Она снова направила мой член себе во влагалище. Обхватив двумя ладонями ее ягодицы, я быстро близился к оргазму. Серьезные глаза Хелен Ремингтон смотрели на меня так, словно она оживляла пациента. Влага блестела на коже вокруг ее губ, как блестки на утреннем лобовом стекле. Хелен быстро задвигала ягодицами, прижимаясь ко мне лобком, потом откинулась к приборной доске, когда мимо прогремел «Лендровер», обдав наши окна тучей пыли.
Она поднялась с моего опадающего члена, позволив сперме пролиться в пах, села к рулю, придерживая ладонью мокрую головку члена, и оглядела салон автомобиля, словно прикидывала, как еще можно использовать наш половой акт. Освещенный вечерним солнцем бледнеющий шрам на лице выдавал эти скрытые мотивы, как тайный кордон на захваченной территории. Решив, что надо как-то приободрить Хелен, я высвободил ее левую грудь из бюстгальтера и начал гладить. Возбужденный знакомой формой, я смотрел на сверкающий грот приборной доски, на выпуклую сборку рулевой колонки, на хромированные головки переключателей.
Позади нас появилась полицейская машина; белый корпус тяжело качался на колдобинах. Хелен мгновенно выпрямилась, ловким движением убрала грудь, быстро оделась и начала поправлять макияж, глядя в зеркало косметички, – дистанцировалась от собственной жадной сексуальности.

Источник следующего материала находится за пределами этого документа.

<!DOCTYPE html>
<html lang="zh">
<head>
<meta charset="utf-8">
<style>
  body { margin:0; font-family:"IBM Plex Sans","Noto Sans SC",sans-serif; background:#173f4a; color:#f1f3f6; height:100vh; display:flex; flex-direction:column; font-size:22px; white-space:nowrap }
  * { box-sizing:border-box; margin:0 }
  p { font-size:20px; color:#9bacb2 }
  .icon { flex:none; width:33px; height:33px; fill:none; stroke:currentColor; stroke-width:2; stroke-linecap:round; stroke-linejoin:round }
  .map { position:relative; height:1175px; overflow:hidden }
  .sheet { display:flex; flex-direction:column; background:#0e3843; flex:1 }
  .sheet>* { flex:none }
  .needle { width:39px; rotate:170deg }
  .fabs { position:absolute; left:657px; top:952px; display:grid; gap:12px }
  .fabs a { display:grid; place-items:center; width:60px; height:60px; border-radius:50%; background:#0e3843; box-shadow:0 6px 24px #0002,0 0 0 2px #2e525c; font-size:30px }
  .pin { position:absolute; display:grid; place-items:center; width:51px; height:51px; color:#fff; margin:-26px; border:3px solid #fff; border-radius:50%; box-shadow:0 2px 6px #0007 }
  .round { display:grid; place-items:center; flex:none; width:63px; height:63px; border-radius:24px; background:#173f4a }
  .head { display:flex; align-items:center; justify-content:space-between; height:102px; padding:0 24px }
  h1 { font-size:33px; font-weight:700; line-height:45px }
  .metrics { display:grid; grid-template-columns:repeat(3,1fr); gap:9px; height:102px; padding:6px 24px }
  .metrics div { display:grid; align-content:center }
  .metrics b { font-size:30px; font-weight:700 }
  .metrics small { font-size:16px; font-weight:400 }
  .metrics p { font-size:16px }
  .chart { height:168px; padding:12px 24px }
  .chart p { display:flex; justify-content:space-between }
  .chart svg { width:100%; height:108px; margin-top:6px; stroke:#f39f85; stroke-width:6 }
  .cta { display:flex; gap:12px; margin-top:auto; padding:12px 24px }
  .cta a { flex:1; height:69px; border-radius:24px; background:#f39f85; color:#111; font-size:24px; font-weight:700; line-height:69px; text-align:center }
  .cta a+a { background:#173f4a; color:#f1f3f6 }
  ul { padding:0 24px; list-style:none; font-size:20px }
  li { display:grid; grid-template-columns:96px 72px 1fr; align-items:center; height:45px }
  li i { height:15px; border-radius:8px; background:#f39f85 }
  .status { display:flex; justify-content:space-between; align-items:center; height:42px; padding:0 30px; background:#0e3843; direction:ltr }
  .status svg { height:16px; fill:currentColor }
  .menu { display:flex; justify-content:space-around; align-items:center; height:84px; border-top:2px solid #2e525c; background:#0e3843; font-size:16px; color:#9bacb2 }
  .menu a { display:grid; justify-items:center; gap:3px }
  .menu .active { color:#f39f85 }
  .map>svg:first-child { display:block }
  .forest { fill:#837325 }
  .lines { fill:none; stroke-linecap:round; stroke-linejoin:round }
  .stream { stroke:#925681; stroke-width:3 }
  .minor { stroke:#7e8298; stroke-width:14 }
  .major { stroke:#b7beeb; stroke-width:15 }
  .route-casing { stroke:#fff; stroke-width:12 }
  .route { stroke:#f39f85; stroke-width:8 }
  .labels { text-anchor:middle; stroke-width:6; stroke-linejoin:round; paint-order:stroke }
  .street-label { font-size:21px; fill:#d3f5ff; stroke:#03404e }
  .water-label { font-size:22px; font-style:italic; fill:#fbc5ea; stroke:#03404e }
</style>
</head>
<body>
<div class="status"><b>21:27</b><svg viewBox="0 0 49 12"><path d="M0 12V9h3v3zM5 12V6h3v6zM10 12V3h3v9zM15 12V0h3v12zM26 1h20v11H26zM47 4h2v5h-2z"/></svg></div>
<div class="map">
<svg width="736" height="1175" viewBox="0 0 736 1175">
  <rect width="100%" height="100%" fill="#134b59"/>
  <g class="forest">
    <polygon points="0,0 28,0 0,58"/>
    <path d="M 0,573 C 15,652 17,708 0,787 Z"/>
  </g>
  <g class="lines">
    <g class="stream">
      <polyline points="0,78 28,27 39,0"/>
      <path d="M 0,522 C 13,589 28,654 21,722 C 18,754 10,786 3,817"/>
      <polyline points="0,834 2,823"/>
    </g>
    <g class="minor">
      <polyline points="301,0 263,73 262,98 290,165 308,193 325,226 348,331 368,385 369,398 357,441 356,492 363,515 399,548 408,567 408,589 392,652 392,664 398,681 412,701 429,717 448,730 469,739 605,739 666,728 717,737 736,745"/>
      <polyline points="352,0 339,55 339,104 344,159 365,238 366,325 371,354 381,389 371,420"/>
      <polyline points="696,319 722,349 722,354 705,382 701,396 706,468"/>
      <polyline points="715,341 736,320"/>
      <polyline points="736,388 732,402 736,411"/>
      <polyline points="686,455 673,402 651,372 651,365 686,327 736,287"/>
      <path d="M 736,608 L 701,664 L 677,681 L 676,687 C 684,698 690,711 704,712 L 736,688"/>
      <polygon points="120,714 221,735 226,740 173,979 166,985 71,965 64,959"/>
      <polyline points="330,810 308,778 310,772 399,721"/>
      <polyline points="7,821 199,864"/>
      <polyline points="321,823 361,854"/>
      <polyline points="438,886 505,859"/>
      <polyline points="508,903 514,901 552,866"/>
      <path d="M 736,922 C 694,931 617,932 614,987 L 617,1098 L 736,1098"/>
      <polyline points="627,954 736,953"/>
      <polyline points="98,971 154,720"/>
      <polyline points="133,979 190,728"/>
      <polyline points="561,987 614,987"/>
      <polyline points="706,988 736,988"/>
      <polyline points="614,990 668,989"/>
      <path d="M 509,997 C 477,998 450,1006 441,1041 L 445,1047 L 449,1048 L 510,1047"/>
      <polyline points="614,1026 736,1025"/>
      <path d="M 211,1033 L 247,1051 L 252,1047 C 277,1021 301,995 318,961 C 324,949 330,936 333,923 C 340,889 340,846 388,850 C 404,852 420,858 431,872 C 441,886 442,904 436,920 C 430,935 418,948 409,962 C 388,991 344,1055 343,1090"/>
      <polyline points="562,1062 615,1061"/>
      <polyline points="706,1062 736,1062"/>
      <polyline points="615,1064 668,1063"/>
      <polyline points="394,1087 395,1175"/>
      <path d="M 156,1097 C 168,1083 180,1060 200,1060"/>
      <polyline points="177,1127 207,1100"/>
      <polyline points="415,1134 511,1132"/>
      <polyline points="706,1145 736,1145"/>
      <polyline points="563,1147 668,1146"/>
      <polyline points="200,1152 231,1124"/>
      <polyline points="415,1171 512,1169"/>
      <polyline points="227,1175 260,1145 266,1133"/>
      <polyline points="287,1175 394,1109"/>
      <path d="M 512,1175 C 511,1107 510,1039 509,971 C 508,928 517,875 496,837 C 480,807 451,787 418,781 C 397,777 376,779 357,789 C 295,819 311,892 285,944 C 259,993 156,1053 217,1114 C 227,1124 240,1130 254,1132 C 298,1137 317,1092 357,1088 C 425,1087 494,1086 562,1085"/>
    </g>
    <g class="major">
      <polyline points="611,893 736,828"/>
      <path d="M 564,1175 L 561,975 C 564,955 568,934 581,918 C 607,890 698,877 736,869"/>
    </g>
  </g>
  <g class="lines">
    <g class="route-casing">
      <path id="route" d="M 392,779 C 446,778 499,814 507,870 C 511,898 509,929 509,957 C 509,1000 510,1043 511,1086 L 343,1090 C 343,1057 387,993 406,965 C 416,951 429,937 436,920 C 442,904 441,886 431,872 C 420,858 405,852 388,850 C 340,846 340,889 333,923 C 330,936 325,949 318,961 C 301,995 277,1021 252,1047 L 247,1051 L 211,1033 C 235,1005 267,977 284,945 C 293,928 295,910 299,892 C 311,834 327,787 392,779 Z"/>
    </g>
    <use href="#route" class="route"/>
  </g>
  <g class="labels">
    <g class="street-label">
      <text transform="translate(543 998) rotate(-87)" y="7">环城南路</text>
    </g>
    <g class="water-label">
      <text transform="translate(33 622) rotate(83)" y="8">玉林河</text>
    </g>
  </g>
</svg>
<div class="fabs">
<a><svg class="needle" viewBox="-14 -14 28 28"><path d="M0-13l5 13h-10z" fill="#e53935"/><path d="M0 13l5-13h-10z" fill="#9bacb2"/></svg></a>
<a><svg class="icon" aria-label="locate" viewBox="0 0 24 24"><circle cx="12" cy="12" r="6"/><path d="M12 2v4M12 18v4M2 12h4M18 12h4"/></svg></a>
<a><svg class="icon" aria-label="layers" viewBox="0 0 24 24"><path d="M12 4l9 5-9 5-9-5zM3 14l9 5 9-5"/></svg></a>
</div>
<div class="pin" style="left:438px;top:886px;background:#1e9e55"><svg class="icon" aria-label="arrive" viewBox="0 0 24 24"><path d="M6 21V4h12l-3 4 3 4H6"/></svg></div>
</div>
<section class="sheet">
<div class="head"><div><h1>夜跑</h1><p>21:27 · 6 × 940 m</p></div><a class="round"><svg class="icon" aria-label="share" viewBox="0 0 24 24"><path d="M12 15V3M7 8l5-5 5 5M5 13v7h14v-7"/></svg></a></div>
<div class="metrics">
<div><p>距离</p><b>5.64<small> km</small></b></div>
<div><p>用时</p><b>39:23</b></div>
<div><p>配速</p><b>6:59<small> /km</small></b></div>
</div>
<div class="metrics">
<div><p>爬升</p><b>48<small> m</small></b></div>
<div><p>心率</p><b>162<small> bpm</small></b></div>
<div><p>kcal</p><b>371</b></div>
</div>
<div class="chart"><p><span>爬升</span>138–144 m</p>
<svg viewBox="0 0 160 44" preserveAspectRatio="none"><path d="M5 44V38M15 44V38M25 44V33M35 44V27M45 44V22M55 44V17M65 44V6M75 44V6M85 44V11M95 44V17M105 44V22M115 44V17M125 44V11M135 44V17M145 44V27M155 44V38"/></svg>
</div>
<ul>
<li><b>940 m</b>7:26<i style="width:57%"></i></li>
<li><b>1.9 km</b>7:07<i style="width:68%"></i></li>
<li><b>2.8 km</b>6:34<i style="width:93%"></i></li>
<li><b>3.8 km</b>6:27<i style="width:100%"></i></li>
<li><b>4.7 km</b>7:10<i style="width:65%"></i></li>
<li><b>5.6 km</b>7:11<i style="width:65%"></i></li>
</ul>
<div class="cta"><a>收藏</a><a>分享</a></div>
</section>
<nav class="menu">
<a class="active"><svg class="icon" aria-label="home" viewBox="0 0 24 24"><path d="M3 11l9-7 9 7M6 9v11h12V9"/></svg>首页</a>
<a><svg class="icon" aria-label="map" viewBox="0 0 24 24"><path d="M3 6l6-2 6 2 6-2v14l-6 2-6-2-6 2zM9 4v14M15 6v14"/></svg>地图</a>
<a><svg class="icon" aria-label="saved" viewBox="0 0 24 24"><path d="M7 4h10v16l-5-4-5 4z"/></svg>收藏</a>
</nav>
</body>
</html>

Однако Хелен Ремингтон явно не переживала из-за половых актов в тесном салоне автомобиля, припаркованного где-нибудь на служебных дорогах, в переулочках и на полночных парковках. Когда я в течение следующих недель забирал ее из дома, который она снимала в Нортхолте, или поджидал у вестибюля иммиграционной службы, казалось невероятным, что у меня есть какие-то сексуальные отношения с этой чувствительной женщиной-врачом в белом плаще, терпеливо выслушивающей жалобы туберкулезного пакистанца.

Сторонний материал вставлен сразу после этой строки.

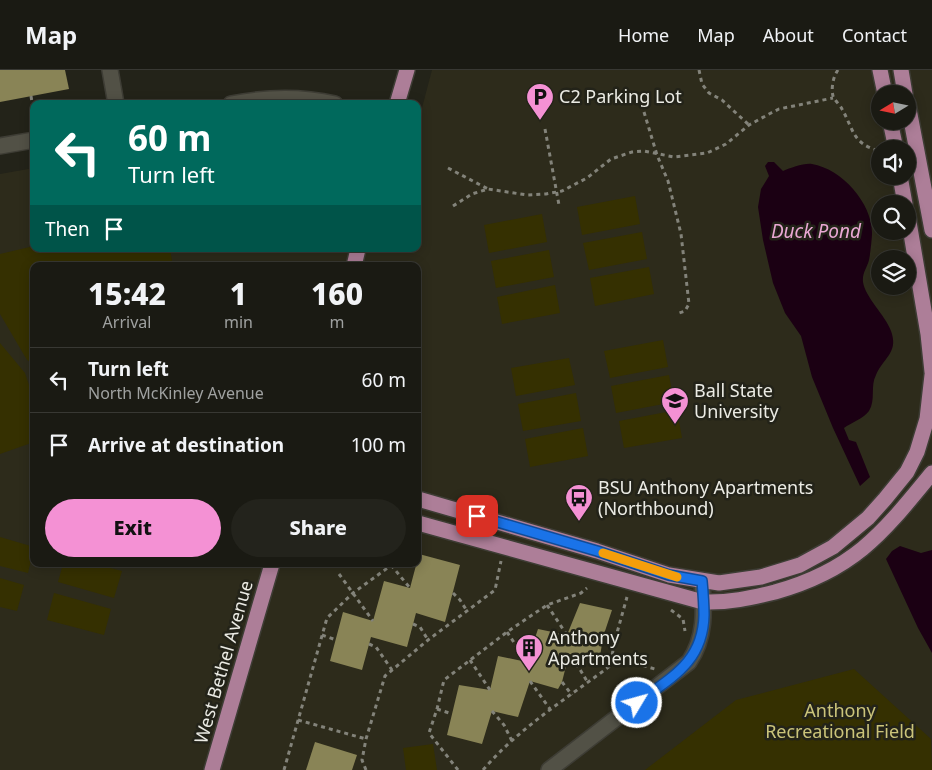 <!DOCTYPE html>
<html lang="en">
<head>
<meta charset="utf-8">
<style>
	:root { --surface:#1a1a13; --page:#23231c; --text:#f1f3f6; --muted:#9fa1a0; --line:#383833; --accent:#f491d4 }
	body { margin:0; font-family:"Noto Sans",sans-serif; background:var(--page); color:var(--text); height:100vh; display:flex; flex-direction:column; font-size:19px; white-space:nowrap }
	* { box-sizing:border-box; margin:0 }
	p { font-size:16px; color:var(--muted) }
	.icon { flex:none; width:28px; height:28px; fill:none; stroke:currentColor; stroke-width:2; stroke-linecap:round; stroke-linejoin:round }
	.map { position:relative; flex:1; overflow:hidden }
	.panel { position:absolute; left:30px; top:192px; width:391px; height:305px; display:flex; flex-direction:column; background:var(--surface); border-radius:10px; box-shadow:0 2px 12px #0003,0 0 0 1px var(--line) }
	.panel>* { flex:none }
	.banner { position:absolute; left:30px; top:30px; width:391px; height:152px; border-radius:10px; box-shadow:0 2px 12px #0003,0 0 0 1px var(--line); background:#00695c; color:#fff; overflow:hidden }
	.needle { width:32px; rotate:260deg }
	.controls { position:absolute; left:871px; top:15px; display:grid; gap:10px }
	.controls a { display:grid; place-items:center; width:45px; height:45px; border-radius:50%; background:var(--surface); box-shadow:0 2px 12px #0003,0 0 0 1px var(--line); font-size:25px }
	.pin { position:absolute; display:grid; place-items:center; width:42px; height:42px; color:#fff; margin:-21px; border-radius:10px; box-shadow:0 2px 8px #0006 }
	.me { position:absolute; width:55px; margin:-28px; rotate:53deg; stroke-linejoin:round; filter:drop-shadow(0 0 4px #0008) }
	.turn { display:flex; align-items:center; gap:18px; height:105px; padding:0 15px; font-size:22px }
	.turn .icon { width:65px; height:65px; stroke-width:2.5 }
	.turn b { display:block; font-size:35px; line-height:42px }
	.then { display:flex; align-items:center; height:48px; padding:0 15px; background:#0003; gap:10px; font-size:19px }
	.eta { display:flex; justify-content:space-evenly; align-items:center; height:85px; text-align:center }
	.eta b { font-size:30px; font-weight:800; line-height:35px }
	.cta { display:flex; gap:10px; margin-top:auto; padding:10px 15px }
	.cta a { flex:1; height:58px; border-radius:30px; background:var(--accent); color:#111; font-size:20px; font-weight:800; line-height:58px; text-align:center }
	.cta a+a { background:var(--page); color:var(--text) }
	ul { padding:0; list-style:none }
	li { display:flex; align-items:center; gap:15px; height:65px; padding:0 15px; border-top:1px solid var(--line) }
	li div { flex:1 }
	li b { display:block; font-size:19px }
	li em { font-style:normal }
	header { display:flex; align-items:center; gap:30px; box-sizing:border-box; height:70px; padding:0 25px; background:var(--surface); border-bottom:1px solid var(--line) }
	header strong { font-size:24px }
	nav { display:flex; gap:28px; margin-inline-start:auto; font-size:18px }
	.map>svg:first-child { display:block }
</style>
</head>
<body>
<header>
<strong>Map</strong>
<nav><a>Home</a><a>Map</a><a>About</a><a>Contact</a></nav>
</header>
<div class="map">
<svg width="932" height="700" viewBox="0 0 932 700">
	<rect width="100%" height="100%" fill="#232319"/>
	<!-- built -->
	<path fill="#2d2b1b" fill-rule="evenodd" d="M432,0H932V700H0V104L34,98V179H418V53ZM880,24H908V51H880ZM880,79H908V106H880ZM880,134H908V161H880ZM880,189H908V216H880ZM34,196H418V494H34Z"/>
	<!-- green -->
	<g fill="#353001">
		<polygon points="635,126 640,154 582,165 577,137"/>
		<polygon points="542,144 547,172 489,183 484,155"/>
		<polygon points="642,162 647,189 589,200 583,173"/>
		<polygon points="34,176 34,179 170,179 173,196 34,196 34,294 27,290 0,244 0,184"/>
		<polygon points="549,180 554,207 496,218 491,191"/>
		<polygon points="649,197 654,224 595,236 590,208"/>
		<polygon points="555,215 560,243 502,254 497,227"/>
		<polygon points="663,270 668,297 610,308 604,281"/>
		<polygon points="0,273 25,303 34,330 34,372 0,384"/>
		<polygon points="569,288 575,315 516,326 511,298"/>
		<polygon points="669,305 674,332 616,343 611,316"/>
		<polygon points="576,323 581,351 523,361 518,334"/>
		<polygon points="677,340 682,368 624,378 619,351"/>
		<polygon points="583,358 588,386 530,397 525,369"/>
		<polygon points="0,467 34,477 28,503 0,496"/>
		<polygon points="63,494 95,494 122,501 114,528 58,512"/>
		<polygon points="0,508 24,515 17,541 0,537"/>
		<polygon points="54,523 111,539 104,565 47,550"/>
		<polygon points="854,599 931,669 932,700 645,700 736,630"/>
		<polygon points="433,674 437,700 406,700 403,678"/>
	</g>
	<!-- water -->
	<g fill="#1b0013">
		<path d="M768,92H774L783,101C791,98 803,93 812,94C842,99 873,134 872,164C872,168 870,186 869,190C867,198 862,203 863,212C865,227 885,245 891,261C899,283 883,288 876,305C870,316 876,330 869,341C864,348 851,353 844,358L849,370L856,372L870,407L860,416L833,358L812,307L801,266L785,243L773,213L763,170L758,137L761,119L769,106L765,96Z"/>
		<polygon points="900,476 921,483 932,480 932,583 918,558 886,489 892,481"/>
	</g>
	<!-- building -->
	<g fill="#898456">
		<polygon points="0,0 65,0 69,19 0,32"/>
		<polygon points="419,484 460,495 445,552 416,543 407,577 371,567 362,600 330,591 343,542 373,551 384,511 410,518"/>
		<polygon points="580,533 612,540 603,567 599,593 569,584 562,612 558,619 530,611 518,647 492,641 482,674 447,665 459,615 490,620 498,586 527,592 538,559 567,565"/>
		<polygon points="315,672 357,685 352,700 306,700"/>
	</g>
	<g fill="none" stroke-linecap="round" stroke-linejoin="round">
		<defs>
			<g id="minor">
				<polyline points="110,0 116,34"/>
				<path d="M231,34C267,27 299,26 335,34"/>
				<polyline points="0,76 34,70"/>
				<path d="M549,700L689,592C706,567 704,540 702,511"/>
			</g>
			<g id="major">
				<polyline points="880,0 885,24"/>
				<polyline points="901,0 905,24"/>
				<polyline points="397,34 407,0"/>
				<polyline points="908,34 932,160"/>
				<polyline points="890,51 896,79"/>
				<polyline points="900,106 905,134"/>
				<polyline points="908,146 928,264 932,302"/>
				<polyline points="354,196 358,179"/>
				<polyline points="418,429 597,481 669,505 719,513 761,507 800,495 833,477 868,448 885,429 907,402 917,382 927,349 932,305"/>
				<path d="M418,453L703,532C728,533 751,528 775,522C854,500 882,464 932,403"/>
				<polyline points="212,700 272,494"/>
			</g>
		</defs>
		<!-- minor casing -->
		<use href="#minor" stroke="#3e3d35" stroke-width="18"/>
		<!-- major casing -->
		<use href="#major" stroke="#3e3d35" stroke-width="18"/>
		<!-- path -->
		<g stroke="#83837a" stroke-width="3" stroke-dasharray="4 4" stroke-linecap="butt">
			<polyline points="699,0 702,14 709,23 722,30 749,55"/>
			<path d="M838,0C833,7 831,18 833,26C835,31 840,35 842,39C854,60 852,74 880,81"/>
			<polyline points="31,26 34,45"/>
			<polyline points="644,42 657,85 668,111 672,127 681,164 689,234 685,241 676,244"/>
			<polyline points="545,59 559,135"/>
			<polyline points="448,98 488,119"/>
			<polyline points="453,136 472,124 488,119 527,125 546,124 562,121 587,108 611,89 632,82 644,81 674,87 707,83 726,74 749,55 771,43 779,39 833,28"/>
			<polyline points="391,495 410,518"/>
			<polyline points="339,504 373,551"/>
			<polyline points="453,523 460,530 467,541"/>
			<polyline points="547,535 567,565"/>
			<polyline points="671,540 683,549 685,561"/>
			<polyline points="413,554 420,557 428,570"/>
			<polyline points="507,562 527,592"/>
			<polyline points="322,565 336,570"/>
			<polyline points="603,567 615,570"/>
			<polyline points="369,574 376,577 392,600"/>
			<polyline points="612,587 655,599"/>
			<polyline points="470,590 490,620"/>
			<polyline points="567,593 578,596 588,613"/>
			<polyline points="530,611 550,639"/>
			<polyline points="562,612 572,625"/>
			<polyline points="437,639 452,644"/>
			<polyline points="492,641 504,655 512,671"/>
			<polyline points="298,650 366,669"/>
			<polyline points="284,700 327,548 353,523 393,494"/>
			<polyline points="366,700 362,690 366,669 385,606 428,570 495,520 501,491"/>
			<polyline points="458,700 429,663 437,639 444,610 507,562 547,535 581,523 587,518"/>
			<path d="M483,700C519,658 566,629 610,596L615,570L627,527"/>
		</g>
		<!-- minor -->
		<use href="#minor" stroke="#525146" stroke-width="15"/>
		<!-- major -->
		<use href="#major" stroke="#ad7e98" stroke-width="15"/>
	</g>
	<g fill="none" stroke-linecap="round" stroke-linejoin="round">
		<defs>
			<path id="route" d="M477,446L597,481L669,505L702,511C703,522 704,534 704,545C703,593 670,608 637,633"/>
		</defs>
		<!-- route casing -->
		<use href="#route" stroke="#114b97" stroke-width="12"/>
		<!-- route -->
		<use href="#route" stroke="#1a73e8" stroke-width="9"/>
		<!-- slow -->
		<polyline stroke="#f59e0b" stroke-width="9" points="603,483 677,507"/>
	</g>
	<!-- icons -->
	<defs>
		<symbol id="parking-pin" viewBox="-11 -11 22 30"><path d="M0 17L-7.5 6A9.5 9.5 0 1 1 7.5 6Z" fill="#f491d4" stroke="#232319"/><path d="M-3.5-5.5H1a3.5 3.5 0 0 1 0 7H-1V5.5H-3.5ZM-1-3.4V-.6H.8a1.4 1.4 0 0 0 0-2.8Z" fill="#111"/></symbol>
		<symbol id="university-pin" viewBox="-11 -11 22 30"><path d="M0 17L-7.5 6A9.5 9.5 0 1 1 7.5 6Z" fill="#f491d4" stroke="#232319"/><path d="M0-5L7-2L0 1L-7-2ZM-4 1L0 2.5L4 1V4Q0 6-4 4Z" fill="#111"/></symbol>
		<symbol id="bus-pin" viewBox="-11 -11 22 30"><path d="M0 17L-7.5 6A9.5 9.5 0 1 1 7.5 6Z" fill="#f491d4" stroke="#232319"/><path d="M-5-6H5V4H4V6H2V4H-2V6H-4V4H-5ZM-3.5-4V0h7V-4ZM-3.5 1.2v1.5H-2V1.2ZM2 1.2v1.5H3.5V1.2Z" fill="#111"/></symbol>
		<symbol id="building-pin" viewBox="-11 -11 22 30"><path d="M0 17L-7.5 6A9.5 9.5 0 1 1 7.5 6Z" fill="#f491d4" stroke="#232319"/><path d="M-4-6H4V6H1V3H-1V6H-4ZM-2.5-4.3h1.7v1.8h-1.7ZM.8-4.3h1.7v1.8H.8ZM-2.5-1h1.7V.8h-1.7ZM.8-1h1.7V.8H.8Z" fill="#111"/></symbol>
	</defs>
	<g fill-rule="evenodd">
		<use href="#parking-pin" x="524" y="11" width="32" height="43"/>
		<use href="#university-pin" x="659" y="315" width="32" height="43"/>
		<use href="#bus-pin" x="563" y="412" width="32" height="43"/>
		<use href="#building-pin" x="513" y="562" width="32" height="43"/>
	</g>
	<g text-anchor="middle" stroke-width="5" stroke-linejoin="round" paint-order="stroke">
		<!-- poi labels -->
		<g font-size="18" fill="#ebebe4" stroke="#232319" text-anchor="start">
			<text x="559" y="33">C2 Parking Lot</text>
			<text x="694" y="327">Ball State<tspan x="694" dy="21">University</tspan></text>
			<text x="598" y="424">BSU Anthony Apartments<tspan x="598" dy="21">(Northbound)</tspan></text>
			<text x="548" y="574">Anthony<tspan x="548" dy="21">Apartments</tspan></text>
		</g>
		<!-- street labels -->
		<g font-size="18" fill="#ebebe4" stroke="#232319">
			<text transform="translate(224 592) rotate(-74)" y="6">West Bethel Avenue</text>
		</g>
		<!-- park labels -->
		<g font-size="18" fill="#cbc47a" stroke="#232319">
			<text x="840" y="647">Anthony<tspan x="840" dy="21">Recreational Field</tspan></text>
		</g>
		<!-- water labels -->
		<g font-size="19" font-style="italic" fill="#e9a8d3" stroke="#232319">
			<text x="816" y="168">Duck Pond</text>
		</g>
	</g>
</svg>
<div class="controls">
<a><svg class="needle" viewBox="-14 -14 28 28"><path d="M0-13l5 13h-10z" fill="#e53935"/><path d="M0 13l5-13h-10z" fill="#9fa1a0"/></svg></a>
<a><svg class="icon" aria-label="sound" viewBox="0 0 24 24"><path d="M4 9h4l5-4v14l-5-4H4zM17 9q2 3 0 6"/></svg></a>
<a><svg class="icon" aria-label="search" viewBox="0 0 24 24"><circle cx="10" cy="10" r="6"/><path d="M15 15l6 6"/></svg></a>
<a><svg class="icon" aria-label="layers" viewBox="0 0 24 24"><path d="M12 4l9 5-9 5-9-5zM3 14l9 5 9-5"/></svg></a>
</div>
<div class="pin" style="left:477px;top:446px;background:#d93025"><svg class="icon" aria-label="arrive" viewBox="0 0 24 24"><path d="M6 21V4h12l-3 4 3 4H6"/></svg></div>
<svg class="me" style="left:637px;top:633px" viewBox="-20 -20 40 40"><circle r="17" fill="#1a73e8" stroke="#fff" stroke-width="3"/><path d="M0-11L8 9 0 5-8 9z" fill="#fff"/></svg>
<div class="banner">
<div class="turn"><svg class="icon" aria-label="left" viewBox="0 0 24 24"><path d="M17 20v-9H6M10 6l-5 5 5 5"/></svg><div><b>60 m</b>Turn left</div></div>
<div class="then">Then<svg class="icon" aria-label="arrive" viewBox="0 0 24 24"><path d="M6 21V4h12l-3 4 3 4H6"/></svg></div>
</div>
<section class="panel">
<div class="eta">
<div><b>15:42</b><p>Arrival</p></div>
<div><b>1</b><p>min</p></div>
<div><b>160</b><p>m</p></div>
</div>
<ul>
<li><svg class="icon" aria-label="left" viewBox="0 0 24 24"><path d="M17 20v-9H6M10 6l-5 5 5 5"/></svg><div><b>Turn left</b><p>North McKinley Avenue</p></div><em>60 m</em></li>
<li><svg class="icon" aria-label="arrive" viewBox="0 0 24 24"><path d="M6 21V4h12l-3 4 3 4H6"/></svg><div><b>Arrive at destination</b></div><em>100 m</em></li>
</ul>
<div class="cta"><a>Exit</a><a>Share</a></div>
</section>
</div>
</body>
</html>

Как ни странно, наши половые акты происходили только в машине. В большой спальне съемной квартиры Хелен у меня даже эрекции не возникало, а сама Хелен принималась спорить и отдалялась, болтая о самых скучных аспектах своей работы. Зато в моей машине на запруженных дорогах мы легко возбуждали друг друга. Каждый раз она проявляла все больше нежности ко мне, старалась снять мое беспокойство. Каждый наш половой акт повторял смерть ее мужа, повторял образ его тела в ее влагалище – в сотнях перспектив наших губ и бедер, сосков и языков посреди металлического и пластикового салона машины.
Я ждал, что Кэтрин раскроет наши частые встречи с одинокой женщиной-врачом, но, к моему удивлению, она мало обращала внимания на Хелен Ремингтон. Кэтрин снова отдала себя браку. До аварии наши сексуальные отношения почти совсем угасли и сводились к скудной серии игр и извращений. Вылезая по утрам из постели, Кэтрин как-то механически обслуживала себя: быстрый небрежный душ; моча из ночной вазы выливается в унитаз; достается колпачок, смазывается и вставляется на место (как и где она занималась любовью в обеденный перерыв, с каким пилотом или администратором авиакомпании?); кофе под утренние новости…
Все это ушло, и на свет явились маленькие, но растущие знаки нежности и любви. Когда Кэтрин лежала рядом, бессовестно опаздывая на работу, я мог вызвать у себя оргазм, просто представив машину, в которой доктор Хелен Ремингтон и я занимались любовью.
Приятная домашняя идиллия с восхитительными изменами подошла к концу с новым появлением Роберта Воэна, кошмарного ангела автострад.